Frank was making good use of his movie camera, intending to make a film of this expedition. He normally travelled the world filming birds, so this was a slightly different experience. Just after lunch we saw two wild camels standing on a sandhill observing us with interest. There was one bull and a cow, but the bull apparently wasn’t in season, and he condescended to let us pass.
We covered 25 kilometres today, and I heard a Rufous Night Heron that night, so I reckoned there must have been water not too far away. Either that, or it was lost.
This book was first published in 1982.
The description on the back of the book is as follows.
How do you answer the calls of nature when a mixed party is forced to spend the night in small boats on Cooper Creek? Or say to a couple of tourists heading towards a tank that the Prime Minister of Australia is having a bath there?
Rex Ellis’s safaris are not only humorous, danger and excitement can also be part of them.
In 1971 he took the first tourist party across the Simpson Desert. His desert boat safaris are legend, including the first and only crossing of Lake Eyre in 1974. He pioneered long haul camel trekking in 1976, with expeditions of up to 45 days crisscrossing the Australian deserts. Wildlife (birds in particular) is a major ingredient in all his safaris by 4WD, camels, and boats.
Rex describes some hair-raising incidents, including a wild boar charging through the camp, a snake in a sleeper’s swag, and pursuit of his camel string by a wild bull camel capable of killing a man.

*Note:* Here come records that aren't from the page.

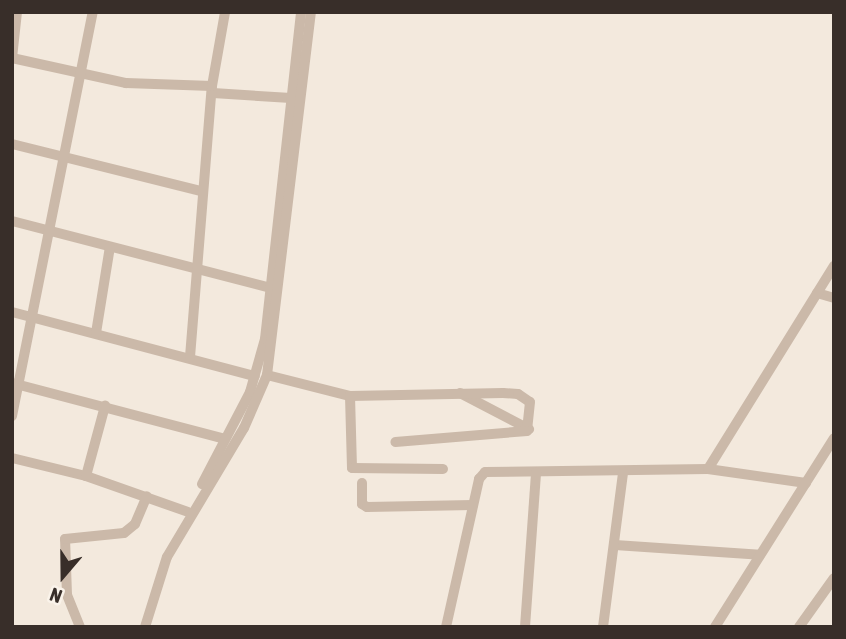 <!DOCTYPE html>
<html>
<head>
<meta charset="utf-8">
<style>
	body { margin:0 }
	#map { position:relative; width:846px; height:639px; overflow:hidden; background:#f3e9dd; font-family:"Asap Condensed",sans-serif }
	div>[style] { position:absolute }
	.minor>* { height:10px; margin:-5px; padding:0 5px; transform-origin:5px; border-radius:5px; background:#cbb9a9 }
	span { translate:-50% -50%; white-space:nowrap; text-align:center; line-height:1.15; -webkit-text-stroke:7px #faf3ea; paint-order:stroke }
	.frame { position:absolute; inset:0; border:14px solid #382e29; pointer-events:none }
	.north { position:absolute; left:28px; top:541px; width:70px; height:70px; -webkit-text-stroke:5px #faf3ea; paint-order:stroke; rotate:200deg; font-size:19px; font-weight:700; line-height:28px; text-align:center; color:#382e29 }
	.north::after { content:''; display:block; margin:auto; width:24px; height:32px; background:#382e29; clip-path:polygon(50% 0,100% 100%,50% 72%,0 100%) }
</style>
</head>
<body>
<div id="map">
	<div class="minor">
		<i style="left:12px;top:58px;width:117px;rotate:12.4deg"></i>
		<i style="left:126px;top:83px;width:86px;rotate:2deg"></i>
		<i style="left:12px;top:58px;width:46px;rotate:-83.8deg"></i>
		<i style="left:213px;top:93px;width:78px;rotate:3.7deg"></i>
		<i style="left:12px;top:144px;width:195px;rotate:14deg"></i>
		<i style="left:12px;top:221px;width:268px;rotate:14.5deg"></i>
		<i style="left:817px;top:293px;width:18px;rotate:16deg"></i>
		<i style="left:12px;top:312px;width:251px;rotate:14.8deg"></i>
		<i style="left:96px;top:333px;width:87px;rotate:-80.8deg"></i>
		<i style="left:190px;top:357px;width:272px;rotate:-85.4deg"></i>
		<i style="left:212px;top:86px;width:75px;rotate:-80deg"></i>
		<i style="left:267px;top:375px;width:86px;rotate:14.2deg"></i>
		<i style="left:350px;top:396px;width:72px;rotate:88.4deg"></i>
		<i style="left:352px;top:468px;width:91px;rotate:0.6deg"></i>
		<i style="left:12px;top:383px;width:220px;rotate:14.7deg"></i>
		<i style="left:460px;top:393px;width:78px;rotate:27.6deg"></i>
		<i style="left:350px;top:396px;width:153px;rotate:-1.1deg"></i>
		<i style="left:503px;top:393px;width:15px;rotate:4deg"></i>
		<i style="left:518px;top:394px;width:14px;rotate:34deg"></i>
		<i style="left:530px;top:402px;width:29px;rotate:96deg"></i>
		<i style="left:527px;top:431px;width:132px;rotate:175.2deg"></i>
		<i style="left:12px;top:416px;width:412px;rotate:-78.7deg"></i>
		<i style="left:12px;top:458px;width:76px;rotate:13.7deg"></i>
		<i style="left:86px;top:476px;width:108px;rotate:19.4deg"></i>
		<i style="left:708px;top:469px;width:239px;rotate:-58.2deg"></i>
		<i style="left:86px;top:476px;width:73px;rotate:-74.8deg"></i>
		<i style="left:362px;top:483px;width:21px;rotate:90deg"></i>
		<i style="left:362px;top:504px;width:6px;rotate:31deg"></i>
		<i style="left:367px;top:507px;width:106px;rotate:-1.1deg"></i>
		<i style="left:202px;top:484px;width:104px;rotate:-62.4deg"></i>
		<i style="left:250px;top:392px;width:55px;rotate:-74.2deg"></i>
		<i style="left:265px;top:339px;width:329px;rotate:-83.7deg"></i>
		<i style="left:615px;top:545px;width:145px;rotate:3.9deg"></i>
		<i style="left:80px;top:627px;width:35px;rotate:-112deg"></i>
		<i style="left:67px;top:595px;width:56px;rotate:-92deg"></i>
		<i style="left:65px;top:539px;width:59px;rotate:-5.8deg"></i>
		<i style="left:124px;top:533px;width:14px;rotate:-39deg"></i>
		<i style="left:135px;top:524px;width:30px;rotate:-67deg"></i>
		<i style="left:145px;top:627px;width:73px;rotate:-72.6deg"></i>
		<i style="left:167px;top:557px;width:150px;rotate:-59.2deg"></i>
		<i style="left:244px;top:428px;width:58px;rotate:-66.5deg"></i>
		<i style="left:267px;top:375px;width:366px;rotate:-83.1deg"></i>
		<i style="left:446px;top:627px;width:152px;rotate:-77.4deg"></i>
		<i style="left:479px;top:479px;width:9px;rotate:-49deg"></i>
		<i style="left:485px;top:472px;width:223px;rotate:-0.8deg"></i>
		<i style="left:708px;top:469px;width:99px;rotate:8.1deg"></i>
		<i style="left:525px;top:627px;width:155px;rotate:-85.9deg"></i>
		<i style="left:603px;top:627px;width:156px;rotate:-82.6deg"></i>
		<i style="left:715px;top:627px;width:223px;rotate:-57.8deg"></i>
		<i style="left:799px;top:627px;width:60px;rotate:-54.5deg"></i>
	</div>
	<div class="frame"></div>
	<div class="north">N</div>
</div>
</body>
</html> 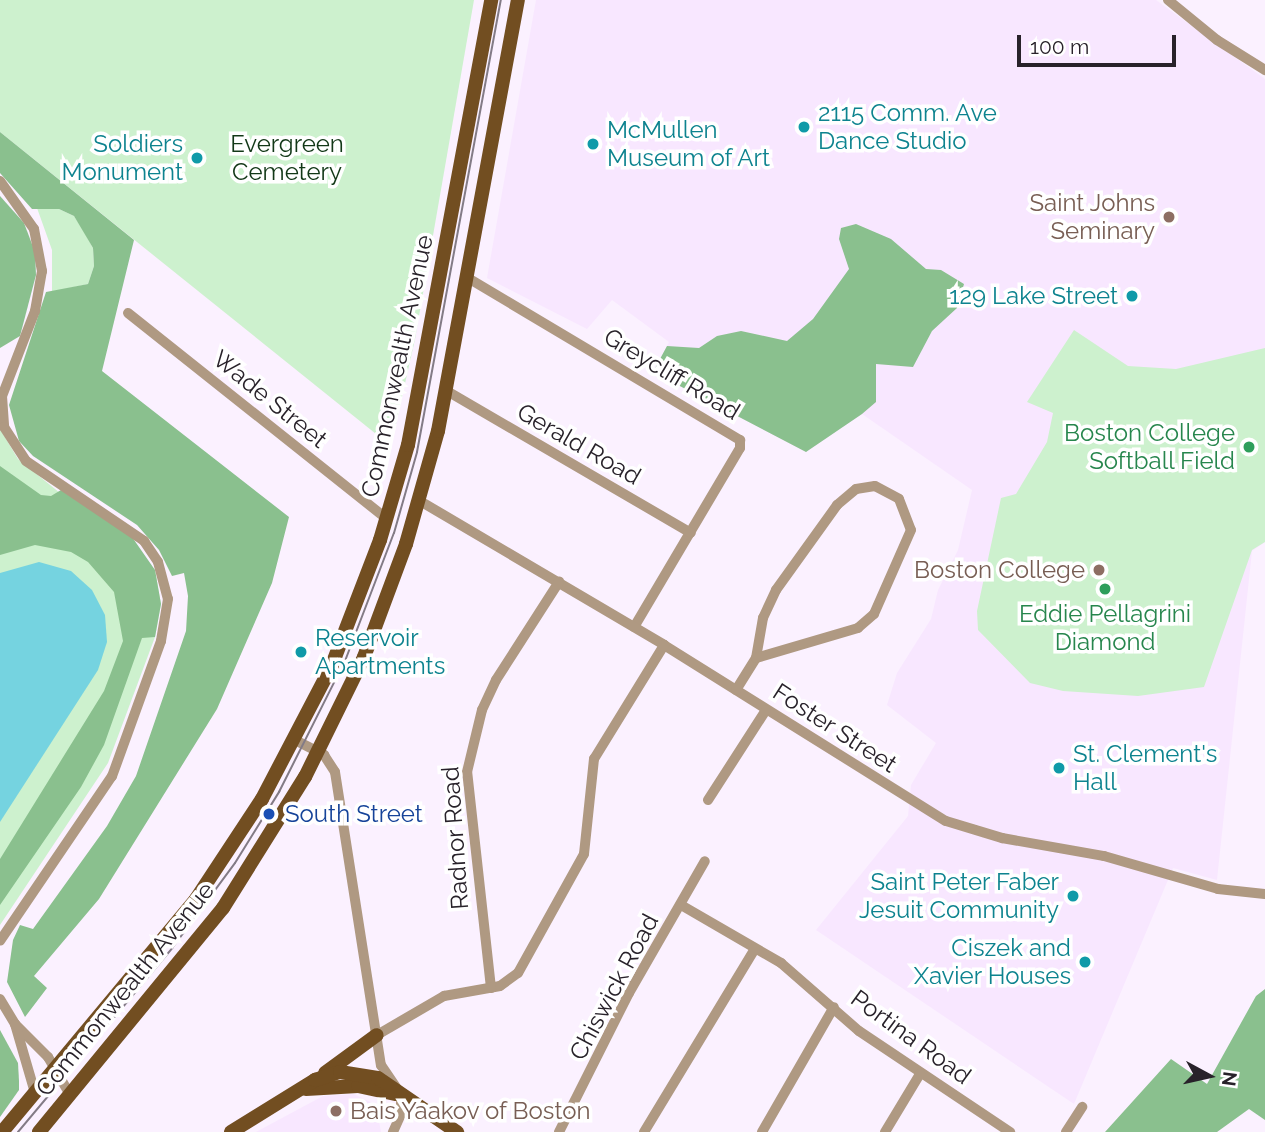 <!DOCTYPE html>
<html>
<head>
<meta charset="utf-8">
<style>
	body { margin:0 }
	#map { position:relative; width:1265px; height:1132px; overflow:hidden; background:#fbf1ff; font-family:Raleway,sans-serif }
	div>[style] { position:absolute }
	.built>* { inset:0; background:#f8e7ff }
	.green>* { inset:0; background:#cdf1ce }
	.forest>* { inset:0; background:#8ac08e }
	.water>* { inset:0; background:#75d3e0 }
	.minor>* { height:10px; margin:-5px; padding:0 5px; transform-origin:5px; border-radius:5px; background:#af9982 }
	.major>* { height:14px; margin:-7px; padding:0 7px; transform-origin:7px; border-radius:7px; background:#724e21 }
	.tram>* { height:2px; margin:-1px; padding:0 1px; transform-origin:1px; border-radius:1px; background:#837b86 }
	.dots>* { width:19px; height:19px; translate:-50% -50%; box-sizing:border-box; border:4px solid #fff; border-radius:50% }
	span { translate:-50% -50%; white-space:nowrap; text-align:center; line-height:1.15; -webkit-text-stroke:7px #fff; paint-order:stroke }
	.culture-label { font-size:24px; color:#0d838f }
	.left { translate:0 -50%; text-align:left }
	.right { translate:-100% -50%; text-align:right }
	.park-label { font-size:24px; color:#123817 }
	.education-label { font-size:24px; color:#785e54 }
	.street-label { font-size:24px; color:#28222a }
	.leisure-label { font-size:24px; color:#27864d }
	.transit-label { font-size:24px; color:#164399 }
	.north { position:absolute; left:1174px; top:1041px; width:70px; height:70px; -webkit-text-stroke:5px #fff; paint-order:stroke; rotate:98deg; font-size:19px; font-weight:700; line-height:28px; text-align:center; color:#28222a }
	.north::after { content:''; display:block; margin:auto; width:24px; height:32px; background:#28222a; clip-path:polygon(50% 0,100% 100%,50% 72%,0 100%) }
	.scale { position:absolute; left:1017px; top:35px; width:159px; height:32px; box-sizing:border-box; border:4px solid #28222a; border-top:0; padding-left:9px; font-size:21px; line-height:24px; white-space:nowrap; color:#28222a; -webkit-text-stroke:5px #fff; paint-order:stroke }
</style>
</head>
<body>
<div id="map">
	<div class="built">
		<i style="clip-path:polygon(536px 0,1156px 0,1265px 79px,1265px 542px,1252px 551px,1217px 880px,1173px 868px,1074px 1104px,816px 930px,908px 816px,911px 785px,936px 743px,887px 705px,897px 673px,931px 619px,938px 590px,958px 550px,972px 490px,862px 414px,806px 452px,653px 372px,669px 342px,612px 300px,587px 329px,487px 278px)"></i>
		<i style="clip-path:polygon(354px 1094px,376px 1105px,381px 1132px,256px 1132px,323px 1096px)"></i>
	</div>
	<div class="green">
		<i style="clip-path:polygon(0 0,474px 0,415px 339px,391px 446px,0 132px)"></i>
		<i style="clip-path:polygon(37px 208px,59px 209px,74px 216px,82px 228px,93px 248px,94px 266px,88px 284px,52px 292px,52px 250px)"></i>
		<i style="clip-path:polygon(1074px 330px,1128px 366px,1176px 369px,1265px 348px,1265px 542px,1252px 550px,1204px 687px,1138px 696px,1063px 691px,1030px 683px,978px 630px,977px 611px,1001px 498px,1016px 494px,1047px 442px,1053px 413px,1027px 402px)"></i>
		<i style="clip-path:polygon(0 429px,18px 459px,155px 570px,161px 604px,155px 637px,108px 763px,0 925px)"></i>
	</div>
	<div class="forest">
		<i style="clip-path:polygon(0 132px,134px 240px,102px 371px,289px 517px,272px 583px,217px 709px,99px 899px,34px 976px,47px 988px,25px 1017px,7px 982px,13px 940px,20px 925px,33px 929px,107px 826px,136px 776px,186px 631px,188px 596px,184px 573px,172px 576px,159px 550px,137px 525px,33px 456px,19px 441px,9px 405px,46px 292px,88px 284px,94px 266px,93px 248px,74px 216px,59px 209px,32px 209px,0 173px)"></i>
		<i style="clip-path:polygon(0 196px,24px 223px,35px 252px,36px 275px,20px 336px,0 348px)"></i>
		<i style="clip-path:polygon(856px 224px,891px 239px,926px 269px,941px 270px,964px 284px,957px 308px,932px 331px,913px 367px,876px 364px,876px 402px,862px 414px,806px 452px,653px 372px,667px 346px,699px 348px,717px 336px,741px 331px,787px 341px,813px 319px,849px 269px,839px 239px,841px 228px)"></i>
		<i style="clip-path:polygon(0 466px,41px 495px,51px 496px,61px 490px,132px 537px,155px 570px,161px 604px,155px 637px,142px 638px,104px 745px,81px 787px,0 905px,0 859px,104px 691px,123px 641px,114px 592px,88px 562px,71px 552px,35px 545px,0 555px)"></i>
		<i style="clip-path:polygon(1265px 989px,1265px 1120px,1249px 1109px,1217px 1132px,1105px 1132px,1171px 1059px,1207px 1084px,1256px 996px)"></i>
		<i style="clip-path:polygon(0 1030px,18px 1063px,19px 1081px,19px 1090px,0 1117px)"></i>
	</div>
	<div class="water">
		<i style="clip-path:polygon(39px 562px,71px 571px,92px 590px,105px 615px,107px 642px,98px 670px,0 822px,0 573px)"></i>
	</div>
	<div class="minor">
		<i style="left:1168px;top:0;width:63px;rotate:39.2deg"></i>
		<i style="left:1217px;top:40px;width:57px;rotate:32deg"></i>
		<i style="left:0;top:181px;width:59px;rotate:54.7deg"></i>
		<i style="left:34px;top:229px;width:43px;rotate:79.2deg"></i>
		<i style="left:42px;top:271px;width:41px;rotate:99.9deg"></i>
		<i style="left:35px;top:311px;width:91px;rotate:111.2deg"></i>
		<i style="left:2px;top:396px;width:31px;rotate:86deg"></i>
		<i style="left:4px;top:427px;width:40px;rotate:57.1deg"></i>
		<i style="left:26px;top:461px;width:143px;rotate:34.1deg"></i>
		<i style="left:144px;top:541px;width:25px;rotate:56deg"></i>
		<i style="left:158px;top:562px;width:38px;rotate:75deg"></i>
		<i style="left:168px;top:599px;width:43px;rotate:99.5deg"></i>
		<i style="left:161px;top:641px;width:144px;rotate:109.9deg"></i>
		<i style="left:112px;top:776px;width:199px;rotate:124.2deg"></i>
		<i style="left:468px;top:278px;width:317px;rotate:30.8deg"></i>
		<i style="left:740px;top:440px;width:8px;rotate:90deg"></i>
		<i style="left:740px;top:448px;width:208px;rotate:120.6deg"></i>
		<i style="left:128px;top:313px;width:331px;rotate:38.5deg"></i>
		<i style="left:447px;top:391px;width:282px;rotate:30.2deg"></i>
		<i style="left:420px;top:501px;width:283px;rotate:30.5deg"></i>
		<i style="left:664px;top:645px;width:332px;rotate:32deg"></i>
		<i style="left:946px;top:821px;width:59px;rotate:16.9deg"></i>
		<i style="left:1002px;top:838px;width:104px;rotate:10deg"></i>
		<i style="left:1104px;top:856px;width:119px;rotate:16.1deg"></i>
		<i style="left:1218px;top:889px;width:47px;rotate:6.1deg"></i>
		<i style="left:736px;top:690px;width:38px;rotate:-58deg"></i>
		<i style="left:756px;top:658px;width:41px;rotate:-80.1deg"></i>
		<i style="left:763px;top:618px;width:31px;rotate:-65deg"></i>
		<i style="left:776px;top:590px;width:105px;rotate:-54.3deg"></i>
		<i style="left:837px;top:505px;width:25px;rotate:-40deg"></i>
		<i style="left:856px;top:489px;width:19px;rotate:-9deg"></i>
		<i style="left:875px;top:486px;width:27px;rotate:28deg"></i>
		<i style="left:899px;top:499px;width:33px;rotate:69deg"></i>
		<i style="left:911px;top:530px;width:92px;rotate:113.8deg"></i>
		<i style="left:874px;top:614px;width:21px;rotate:139deg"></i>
		<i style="left:858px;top:628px;width:106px;rotate:163.6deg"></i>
		<i style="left:295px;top:740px;width:33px;rotate:27deg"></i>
		<i style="left:324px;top:755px;width:20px;rotate:57deg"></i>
		<i style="left:335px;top:772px;width:297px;rotate:81.1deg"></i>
		<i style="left:381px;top:1065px;width:36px;rotate:56deg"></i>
		<i style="left:401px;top:1095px;width:19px;rotate:90deg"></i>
		<i style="left:401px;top:1114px;width:20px;rotate:114deg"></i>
		<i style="left:708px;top:800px;width:107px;rotate:-57.2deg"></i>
		<i style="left:681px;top:905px;width:116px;rotate:30.1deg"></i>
		<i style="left:781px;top:963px;width:103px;rotate:41.1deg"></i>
		<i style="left:859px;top:1031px;width:182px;rotate:33.8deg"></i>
		<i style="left:491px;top:988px;width:217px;rotate:-96.3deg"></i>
		<i style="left:467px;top:772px;width:64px;rotate:-76.4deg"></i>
		<i style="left:482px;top:710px;width:33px;rotate:-65deg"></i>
		<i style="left:496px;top:680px;width:117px;rotate:-57.3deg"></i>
		<i style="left:0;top:999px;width:29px;rotate:59deg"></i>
		<i style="left:15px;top:1024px;width:47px;rotate:45deg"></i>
		<i style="left:48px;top:1057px;width:42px;rotate:59.7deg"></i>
		<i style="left:15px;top:1024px;width:72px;rotate:73.8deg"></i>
		<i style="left:377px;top:1035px;width:78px;rotate:-30.2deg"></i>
		<i style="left:444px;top:996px;width:57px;rotate:-10.1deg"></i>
		<i style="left:500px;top:986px;width:22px;rotate:-36deg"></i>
		<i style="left:518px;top:973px;width:136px;rotate:-61deg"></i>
		<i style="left:584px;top:854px;width:96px;rotate:-84deg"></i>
		<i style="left:594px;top:759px;width:134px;rotate:-58.4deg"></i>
		<i style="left:559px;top:1132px;width:156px;rotate:-63.3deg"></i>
		<i style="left:629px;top:993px;width:152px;rotate:-60.1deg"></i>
		<i style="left:644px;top:1132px;width:214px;rotate:-58.8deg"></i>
		<i style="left:762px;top:1132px;width:144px;rotate:-60.1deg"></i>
		<i style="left:885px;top:1132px;width:68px;rotate:-58.9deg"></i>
		<i style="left:1066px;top:1132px;width:30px;rotate:-57deg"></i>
	</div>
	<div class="major">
		<i style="left:325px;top:1073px;width:64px;rotate:-36.2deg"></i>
		<i style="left:306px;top:1089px;width:52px;rotate:-3.3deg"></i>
		<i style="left:358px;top:1086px;width:39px;rotate:12deg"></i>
		<i style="left:2px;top:1132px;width:303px;rotate:-50.2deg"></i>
		<i style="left:196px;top:899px;width:120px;rotate:-56.6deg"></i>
		<i style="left:262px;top:799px;width:151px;rotate:-62.4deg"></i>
		<i style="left:332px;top:665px;width:134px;rotate:-69deg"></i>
		<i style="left:380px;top:540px;width:99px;rotate:-73.6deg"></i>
		<i style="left:408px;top:445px;width:453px;rotate:-79.4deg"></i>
		<i style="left:39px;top:1132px;width:290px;rotate:-50.6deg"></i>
		<i style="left:223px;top:908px;width:155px;rotate:-58deg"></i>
		<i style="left:305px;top:777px;width:134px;rotate:-63.8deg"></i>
		<i style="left:364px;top:657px;width:121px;rotate:-69.6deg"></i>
		<i style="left:406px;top:544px;width:117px;rotate:-74.2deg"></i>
		<i style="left:438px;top:431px;width:438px;rotate:-79.5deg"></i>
		<i style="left:231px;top:1132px;width:99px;rotate:-31.8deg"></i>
		<i style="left:315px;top:1080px;width:26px;rotate:-18deg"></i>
		<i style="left:340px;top:1072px;width:38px;rotate:9deg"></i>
		<i style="left:378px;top:1078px;width:96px;rotate:34.4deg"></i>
	</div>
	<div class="tram">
		<i style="left:18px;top:1132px;width:241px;rotate:-50deg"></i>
		<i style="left:173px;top:947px;width:104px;rotate:-53.6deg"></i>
		<i style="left:235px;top:863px;width:84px;rotate:-58.2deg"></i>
		<i style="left:279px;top:792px;width:147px;rotate:-63.3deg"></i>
		<i style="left:345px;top:661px;width:137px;rotate:-69.1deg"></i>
		<i style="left:394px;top:533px;width:84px;rotate:-74.1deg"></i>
		<i style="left:417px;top:452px;width:460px;rotate:-79.5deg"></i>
	</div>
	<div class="dots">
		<i style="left:804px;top:127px;background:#0f9aa8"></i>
		<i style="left:593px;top:144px;background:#0f9aa8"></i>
		<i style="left:197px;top:158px;background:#0f9aa8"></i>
		<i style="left:1169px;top:217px;background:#8d6e63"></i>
		<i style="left:1132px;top:296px;background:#0f9aa8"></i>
		<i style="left:1249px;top:447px;background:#2e9e5b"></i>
		<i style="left:1099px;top:570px;background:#8d6e63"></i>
		<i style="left:1105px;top:589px;background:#2e9e5b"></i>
		<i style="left:301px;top:652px;background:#0f9aa8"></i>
		<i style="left:1059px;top:768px;background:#0f9aa8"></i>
		<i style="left:269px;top:814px;background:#1a4fb4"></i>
		<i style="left:1073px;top:896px;background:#0f9aa8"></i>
		<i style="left:1085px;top:962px;background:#0f9aa8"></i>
		<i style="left:336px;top:1111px;background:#8d6e63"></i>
	</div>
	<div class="culture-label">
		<span class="left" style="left:818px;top:127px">2115 Comm. Ave<br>Dance Studio</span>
		<span class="left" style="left:607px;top:144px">McMullen<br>Museum of Art</span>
		<span class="right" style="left:183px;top:158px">Soldiers<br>Monument</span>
		<span class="right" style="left:1118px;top:296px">129 Lake Street</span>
		<span class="left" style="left:315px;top:652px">Reservoir<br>Apartments</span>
		<span class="left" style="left:1073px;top:768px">St. Clement's<br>Hall</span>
		<span class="right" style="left:1059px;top:896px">Saint Peter Faber<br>Jesuit Community</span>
		<span class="right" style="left:1071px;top:962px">Ciszek and<br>Xavier Houses</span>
	</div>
	<div class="park-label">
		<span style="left:287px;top:158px">Evergreen<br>Cemetery</span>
	</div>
	<div class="education-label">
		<span class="right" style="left:1155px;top:217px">Saint Johns<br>Seminary</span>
		<span class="right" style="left:1085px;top:570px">Boston College</span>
		<span class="left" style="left:350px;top:1111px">Bais Yaakov of Boston</span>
	</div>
	<div class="street-label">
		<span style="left:397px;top:366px;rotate:-78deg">Commonwealth Avenue</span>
		<span style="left:672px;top:374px;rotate:31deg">Greycliff Road</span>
		<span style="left:270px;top:399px;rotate:39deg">Wade Street</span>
		<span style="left:579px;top:444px;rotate:30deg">Gerald Road</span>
		<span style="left:835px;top:728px;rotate:33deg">Foster Street</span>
		<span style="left:455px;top:838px;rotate:-94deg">Radnor Road</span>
		<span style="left:614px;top:987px;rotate:-62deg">Chiswick Road</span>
		<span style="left:125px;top:989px;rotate:-51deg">Commonwealth Avenue</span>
		<span style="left:911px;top:1037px;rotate:36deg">Portina Road</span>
	</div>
	<div class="leisure-label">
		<span class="right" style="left:1235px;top:447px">Boston College<br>Softball Field</span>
		<span style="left:1105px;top:628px">Eddie Pellagrini<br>Diamond</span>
	</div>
	<div class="transit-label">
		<span class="left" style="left:285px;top:814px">South Street</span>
	</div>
	<div class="north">N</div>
	<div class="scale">100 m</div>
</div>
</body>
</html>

Rex Ellis was born in 1942, and grew up at McLaren Vale in South Australia. After boarding school, he spent six years jackerooing, contract fencing, and as an overseer on stations, before getting into the outback safari business, aged 26 years. Rex is married to Patti, and has two daughters, Georgina and Katherine. Since 1992, he and Patti have lived on the Murray River camel farm near Morgan on cliffs covered with old growth mallee trees.